Provided data: Begin

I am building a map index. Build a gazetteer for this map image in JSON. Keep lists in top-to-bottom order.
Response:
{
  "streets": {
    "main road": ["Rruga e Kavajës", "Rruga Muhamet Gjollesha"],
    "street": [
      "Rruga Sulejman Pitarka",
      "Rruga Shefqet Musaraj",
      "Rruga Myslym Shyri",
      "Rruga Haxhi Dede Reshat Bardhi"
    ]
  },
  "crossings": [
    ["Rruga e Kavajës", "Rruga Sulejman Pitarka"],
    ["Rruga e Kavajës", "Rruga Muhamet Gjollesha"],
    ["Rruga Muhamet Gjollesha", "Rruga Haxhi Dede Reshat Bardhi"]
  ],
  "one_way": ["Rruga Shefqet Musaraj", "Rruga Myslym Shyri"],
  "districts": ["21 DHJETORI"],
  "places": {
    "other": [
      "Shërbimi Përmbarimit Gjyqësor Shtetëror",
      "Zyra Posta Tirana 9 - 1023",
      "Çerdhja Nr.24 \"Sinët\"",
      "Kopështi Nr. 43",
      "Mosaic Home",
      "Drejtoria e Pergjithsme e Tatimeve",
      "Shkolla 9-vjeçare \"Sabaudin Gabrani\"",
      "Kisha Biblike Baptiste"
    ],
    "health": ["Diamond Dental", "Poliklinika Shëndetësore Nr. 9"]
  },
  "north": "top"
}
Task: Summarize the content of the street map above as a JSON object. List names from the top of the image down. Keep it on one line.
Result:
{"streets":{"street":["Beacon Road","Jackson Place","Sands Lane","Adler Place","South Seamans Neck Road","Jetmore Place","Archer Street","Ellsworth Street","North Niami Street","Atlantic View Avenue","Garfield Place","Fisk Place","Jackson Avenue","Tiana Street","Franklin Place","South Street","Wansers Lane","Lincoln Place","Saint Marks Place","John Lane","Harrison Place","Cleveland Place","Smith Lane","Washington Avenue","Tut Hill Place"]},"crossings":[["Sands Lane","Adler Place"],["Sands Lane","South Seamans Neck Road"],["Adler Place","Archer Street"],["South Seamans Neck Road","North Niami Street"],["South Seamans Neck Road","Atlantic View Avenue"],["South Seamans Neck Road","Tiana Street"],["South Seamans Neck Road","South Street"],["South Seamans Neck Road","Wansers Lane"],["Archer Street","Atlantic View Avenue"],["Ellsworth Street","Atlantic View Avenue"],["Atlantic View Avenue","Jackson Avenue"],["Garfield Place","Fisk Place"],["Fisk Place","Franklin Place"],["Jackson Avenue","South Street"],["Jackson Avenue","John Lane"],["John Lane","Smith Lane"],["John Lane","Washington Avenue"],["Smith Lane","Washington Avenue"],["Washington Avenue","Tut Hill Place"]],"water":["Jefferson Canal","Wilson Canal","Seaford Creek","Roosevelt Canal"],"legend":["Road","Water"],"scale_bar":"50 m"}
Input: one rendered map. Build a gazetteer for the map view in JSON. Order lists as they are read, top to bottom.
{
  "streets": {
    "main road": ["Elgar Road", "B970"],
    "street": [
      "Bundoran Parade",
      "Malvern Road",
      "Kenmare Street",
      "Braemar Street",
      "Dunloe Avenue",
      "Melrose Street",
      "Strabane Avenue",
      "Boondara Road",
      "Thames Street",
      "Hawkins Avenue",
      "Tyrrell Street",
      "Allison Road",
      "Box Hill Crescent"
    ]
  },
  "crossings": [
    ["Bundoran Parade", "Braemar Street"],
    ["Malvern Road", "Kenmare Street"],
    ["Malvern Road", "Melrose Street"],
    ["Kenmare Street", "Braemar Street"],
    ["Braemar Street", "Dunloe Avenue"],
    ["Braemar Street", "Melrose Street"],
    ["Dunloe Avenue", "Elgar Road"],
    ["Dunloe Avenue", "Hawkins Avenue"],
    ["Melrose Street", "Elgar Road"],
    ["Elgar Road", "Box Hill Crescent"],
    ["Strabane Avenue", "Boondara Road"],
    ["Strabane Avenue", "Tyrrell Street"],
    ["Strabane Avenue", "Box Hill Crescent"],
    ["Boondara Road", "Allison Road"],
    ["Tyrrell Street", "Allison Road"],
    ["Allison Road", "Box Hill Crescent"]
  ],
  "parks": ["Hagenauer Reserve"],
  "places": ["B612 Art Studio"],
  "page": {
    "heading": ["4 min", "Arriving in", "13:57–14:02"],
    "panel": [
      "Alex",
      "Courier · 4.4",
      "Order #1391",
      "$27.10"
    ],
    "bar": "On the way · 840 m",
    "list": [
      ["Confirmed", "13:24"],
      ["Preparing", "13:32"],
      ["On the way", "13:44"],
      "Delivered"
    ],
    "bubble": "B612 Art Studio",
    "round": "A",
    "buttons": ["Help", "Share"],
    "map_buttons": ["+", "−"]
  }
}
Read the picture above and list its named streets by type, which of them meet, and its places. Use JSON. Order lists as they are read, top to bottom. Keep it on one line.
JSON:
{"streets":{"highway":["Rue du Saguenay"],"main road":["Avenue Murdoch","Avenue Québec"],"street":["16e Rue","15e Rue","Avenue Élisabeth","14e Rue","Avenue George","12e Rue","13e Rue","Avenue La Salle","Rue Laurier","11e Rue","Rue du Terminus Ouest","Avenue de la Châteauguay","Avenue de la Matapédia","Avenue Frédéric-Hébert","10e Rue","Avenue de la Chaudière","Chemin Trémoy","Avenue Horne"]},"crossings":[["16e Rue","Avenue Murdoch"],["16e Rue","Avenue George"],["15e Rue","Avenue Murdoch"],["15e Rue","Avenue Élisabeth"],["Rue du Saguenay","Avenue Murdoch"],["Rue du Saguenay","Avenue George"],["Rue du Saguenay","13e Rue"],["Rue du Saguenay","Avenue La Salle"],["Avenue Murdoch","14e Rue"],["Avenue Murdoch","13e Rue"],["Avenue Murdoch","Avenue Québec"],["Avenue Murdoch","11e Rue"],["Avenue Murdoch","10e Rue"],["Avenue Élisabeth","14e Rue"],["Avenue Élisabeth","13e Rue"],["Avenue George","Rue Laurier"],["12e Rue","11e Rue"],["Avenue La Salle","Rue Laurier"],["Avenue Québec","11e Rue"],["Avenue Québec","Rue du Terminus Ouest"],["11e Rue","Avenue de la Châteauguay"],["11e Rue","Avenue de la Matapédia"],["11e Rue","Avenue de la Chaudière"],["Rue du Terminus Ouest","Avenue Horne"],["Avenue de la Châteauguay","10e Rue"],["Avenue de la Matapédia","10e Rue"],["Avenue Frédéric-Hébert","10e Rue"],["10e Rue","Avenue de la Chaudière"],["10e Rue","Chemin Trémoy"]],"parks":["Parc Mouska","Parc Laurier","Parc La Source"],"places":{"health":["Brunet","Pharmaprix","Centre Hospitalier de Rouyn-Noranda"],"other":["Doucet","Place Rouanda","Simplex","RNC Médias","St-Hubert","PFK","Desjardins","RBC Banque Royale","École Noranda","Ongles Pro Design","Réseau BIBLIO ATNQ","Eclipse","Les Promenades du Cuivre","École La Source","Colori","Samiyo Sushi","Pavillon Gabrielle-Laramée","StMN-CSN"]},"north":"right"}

Provided data: End

Work task: The answer is a single number, the count of lines in the records that contain the string "Malvern".

Expected answer: 3